Martin Luther King picked up Gandhi’s ideas and brought them to the civil rights struggle in our country. Again and again he urged his followers and all those working for justice to set aside the impulse to riot, to burn, to strike back. Keep the righteous energy of anger without letting that anger make its home in hatred. Martin Luther King, Jr. told us:
“Nonviolence means avoiding not only external physical violence but also internal violence of spirit. You not only refuse to shoot a man, but you refuse to hate him.”
Burma’s Aung San Suu Kyi continues the tradition of nonviolent social change. Her work for democratization of Burma led to her being under house arrest for 15 of the last 22 years. The Nobel Committee, in awarding her the peace prize, cited her nonviolent struggle against the oppressive military junta as
“one of the most extraordinary examples of civil courage in Asia in recent decades.”
Each of these three was or is deeply grounded in a religious tradition.

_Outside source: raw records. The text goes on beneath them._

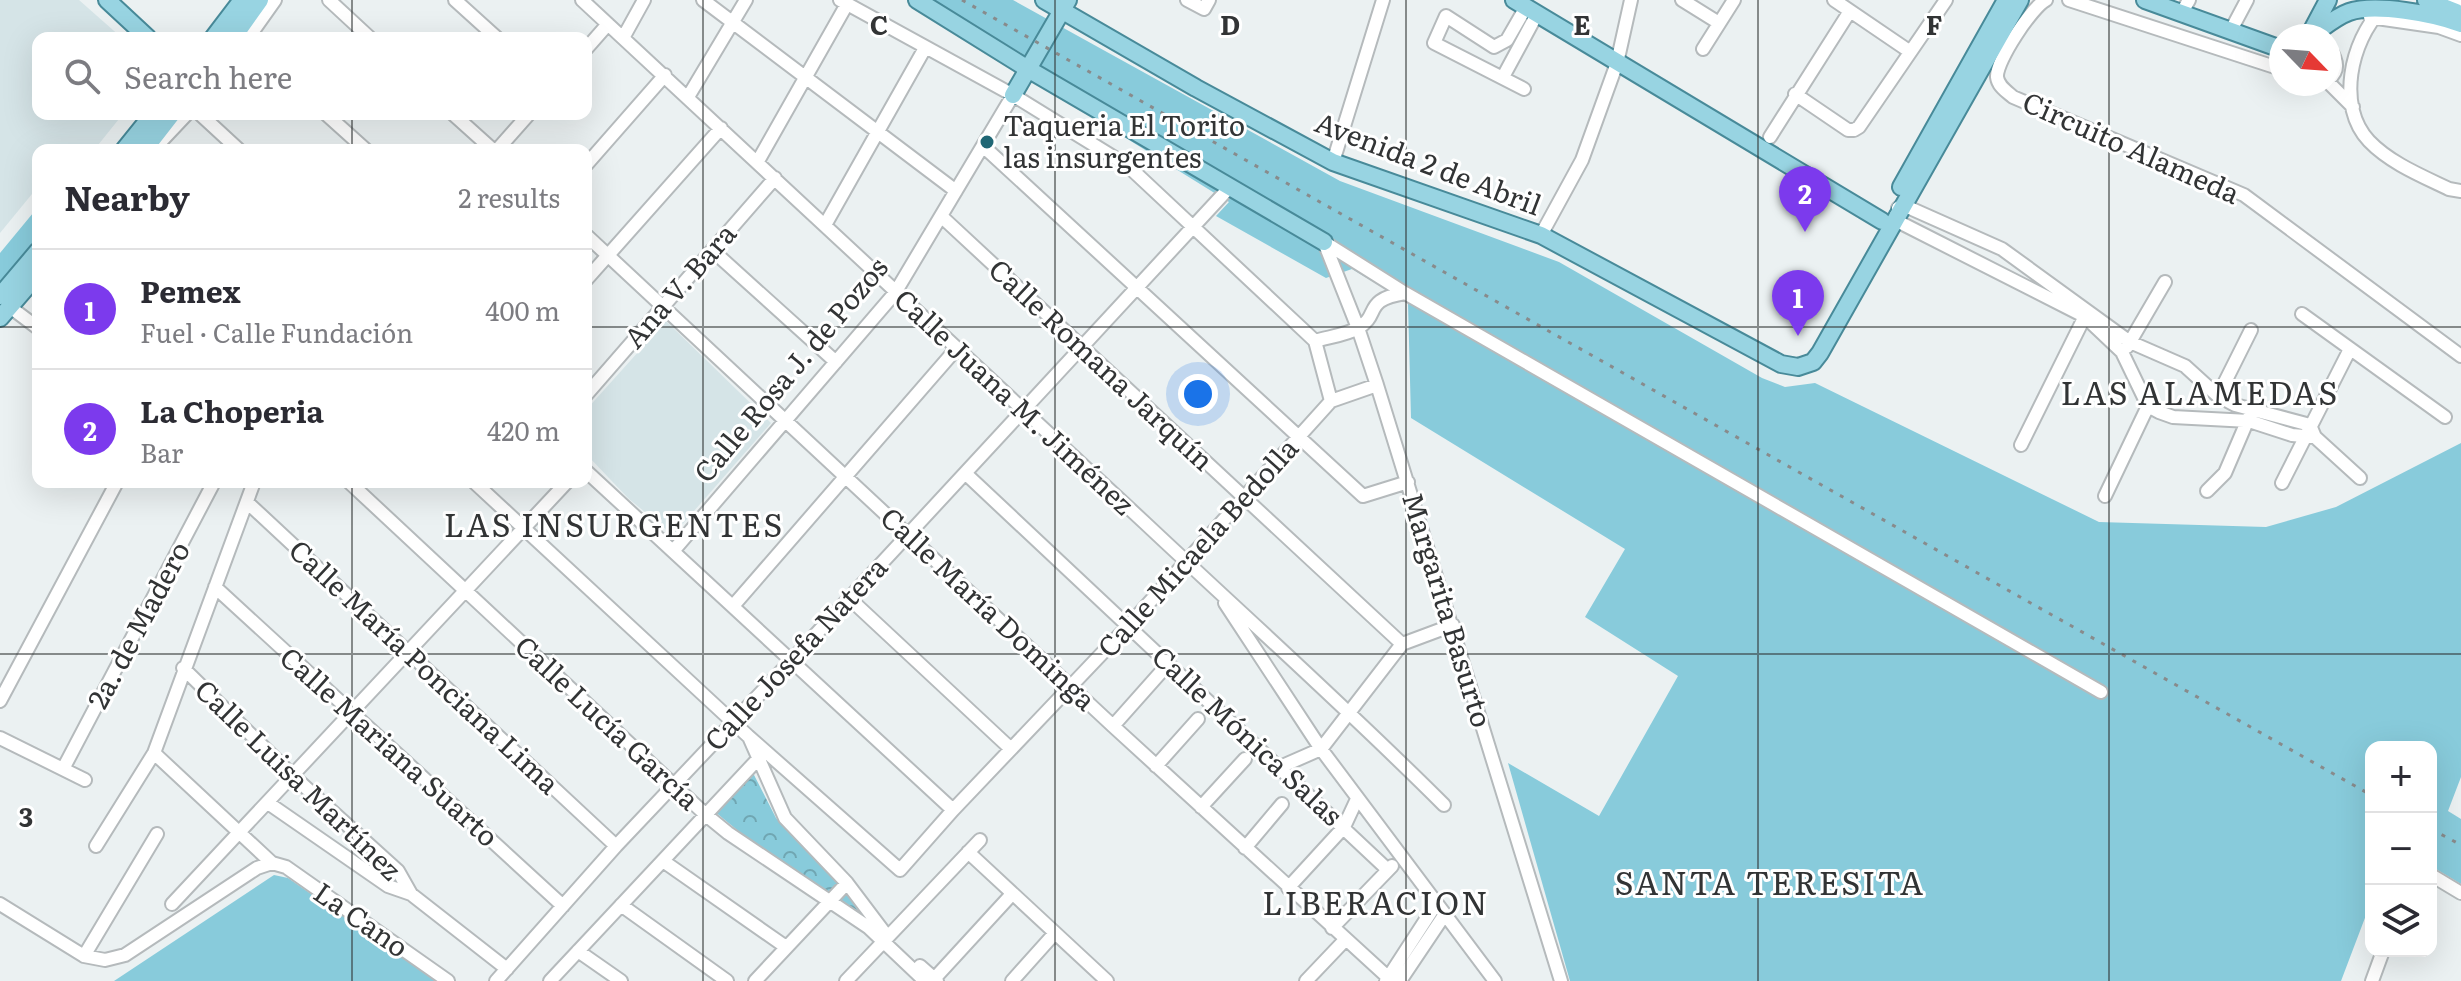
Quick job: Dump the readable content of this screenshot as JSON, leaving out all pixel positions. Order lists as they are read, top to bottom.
{
  "streets": {
    "main road": ["Avenida 2 de Abril", "Calle Rosa J. de Pozos"],
    "street": [
      "Circuito Alameda",
      "Ana V. Bara",
      "Calle Romana Jarquín",
      "Calle Juana M. Jiménez",
      "Calle Micaela Bedolla",
      "Calle María Dominga",
      "Margarita Basurto",
      "2a. de Madero",
      "Calle Josefa Natera",
      "Calle María Ponciana Lima",
      "Calle Lucía García",
      "Calle Mónica Salas",
      "Calle Mariana Suarto",
      "Calle Luisa Martínez",
      "La Cano"
    ]
  },
  "crossings": [
    ["Avenida 2 de Abril", "Calle Rosa J. de Pozos"],
    ["Ana V. Bara", "Calle Juana M. Jiménez"],
    ["Ana V. Bara", "Calle María Dominga"],
    ["Calle Romana Jarquín", "Calle Rosa J. de Pozos"],
    ["Calle Romana Jarquín", "Calle Micaela Bedolla"],
    ["Calle Romana Jarquín", "Calle Josefa Natera"],
    ["Calle Rosa J. de Pozos", "Calle Juana M. Jiménez"],
    ["Calle Rosa J. de Pozos", "Calle María Dominga"],
    ["Calle Juana M. Jiménez", "Calle Micaela Bedolla"],
    ["Calle Juana M. Jiménez", "Calle Josefa Natera"],
    ["Calle Micaela Bedolla", "Calle María Dominga"],
    ["Calle Micaela Bedolla", "Calle Mónica Salas"],
    ["Calle María Dominga", "Calle Josefa Natera"],
    ["Calle Josefa Natera", "Calle María Ponciana Lima"],
    ["Calle Josefa Natera", "Calle Lucía García"],
    ["Calle Josefa Natera", "Calle Mónica Salas"],
    ["Calle Josefa Natera", "Calle Mariana Suarto"],
    ["Calle Josefa Natera", "Calle Luisa Martínez"]
  ],
  "districts": [
    "LAS ALAMEDAS",
    "LAS INSURGENTES",
    "SANTA TERESITA",
    "LIBERACION"
  ],
  "places": ["Taqueria El Torito las insurgentes"],
  "north": "bottom right",
  "page": {
    "search": "Search here",
    "heading": ["Nearby", "2 results"],
    "pins": ["2", "1"],
    "list": [
      {
        "mark": "1",
        "name": "Pemex",
        "note": "Fuel · Calle Fundación",
        "value": "400 m"
      },
      {
        "mark": "2",
        "name": "La Choperia",
        "note": "Bar",
        "value": "420 m"
      }
    ],
    "map_buttons": ["+", "−"]
  },
  "grid": {
    "columns": [
      "C",
      "D",
      "E",
      "F"
    ],
    "rows": ["3"]
  }
}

Gandhi was practicing what his Hindu faith teaches of ahimsa: the principle that all living things are connected and form a unity requiring respect and kindness.

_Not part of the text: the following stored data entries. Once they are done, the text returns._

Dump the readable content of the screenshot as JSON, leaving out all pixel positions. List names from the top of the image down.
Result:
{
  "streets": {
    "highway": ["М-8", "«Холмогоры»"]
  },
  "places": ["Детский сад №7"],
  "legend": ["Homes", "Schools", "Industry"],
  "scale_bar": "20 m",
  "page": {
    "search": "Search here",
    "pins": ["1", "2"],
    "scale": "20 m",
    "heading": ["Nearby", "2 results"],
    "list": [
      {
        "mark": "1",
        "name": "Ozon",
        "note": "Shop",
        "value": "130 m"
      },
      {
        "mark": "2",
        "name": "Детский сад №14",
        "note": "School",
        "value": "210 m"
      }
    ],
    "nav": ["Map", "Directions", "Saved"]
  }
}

King was practicing what his Christian faith teaches of love – often referenced as the Latin caritas, or the Greek agape: a spiritual love. Agape, as one theologian puts it, is “an intentional response to promote well-being when responding to that which has generated ill-being.” King took to heart Jesus’ words, “love your enemy,” and his faith tradition taught him to answer hatred with love.

Aung San Suu Kyi is practicing what her Buddhist faith teaches of karuna (compassion), and anatta (no self). There is no self separate from others; each of us is all of us; we cannot truly want to hurt them.

So who is that guy in the fourth picture? That’s a man whose work is not confronting political regimes, doesn’t give rousing speeches at political rallies, or organize marches, boycotts, sit-ins, or hunger strikes. Yet his work treats of the essence of violence and nonviolence, and it paves the way for profound social change. He is psychologist Marshall Rosenberg, the developer of nonviolent communication and the founder of the center for nonviolent communication.

Rosenberg has outlined a simple – deceptively simple, for it is very challenging -- four-step process for both speaking and listening. To learn and implement nonviolent communication takes both a lot of desire to address the violence in our hearts and in our relationships, and also a lot of skill.
  • Observation
  • Feeling
  • Need
  • Request.
It doesn’t seem that complicated or hard. Our lives subject us to stresses and conflicts – and while I hope that for you they are a much milder form than what our soldiers are subjected to – we respond with an analogous form of heart-hardening that is no easy matter to train out of us.
  • Observation: to notice without mixing in evaluation of what we’re seeing;
  • Feeling: to identify a true emotion without mixing in blame or criticism;
  • Need: to separate the universal human desires, the things everyone wants, from particular strategies for getting them;
  • Request: to be able to ask and not demand.
These are subtle skills. It’s no wonder that our Gandhis, our Martin Luther Kings, our Aung San Suu Kyis have been so rare in human history. The extensive spiritual training and depth they each had allowed their hearts to soften and become wise enough to lead their heads. The world, is full of Hindus, Christians, Buddhists, Muslims, Unitarian Universalists, and others whose hearts are not where Gandhi’s, King’s, and Suu Kyi’s were or are. The teachings of a faith tradition alone don’t magically make it happen. It also takes deep commitment to the vision the teachings point to. Otherwise folks hear the teachings, nod, and proceed to largely ignore them.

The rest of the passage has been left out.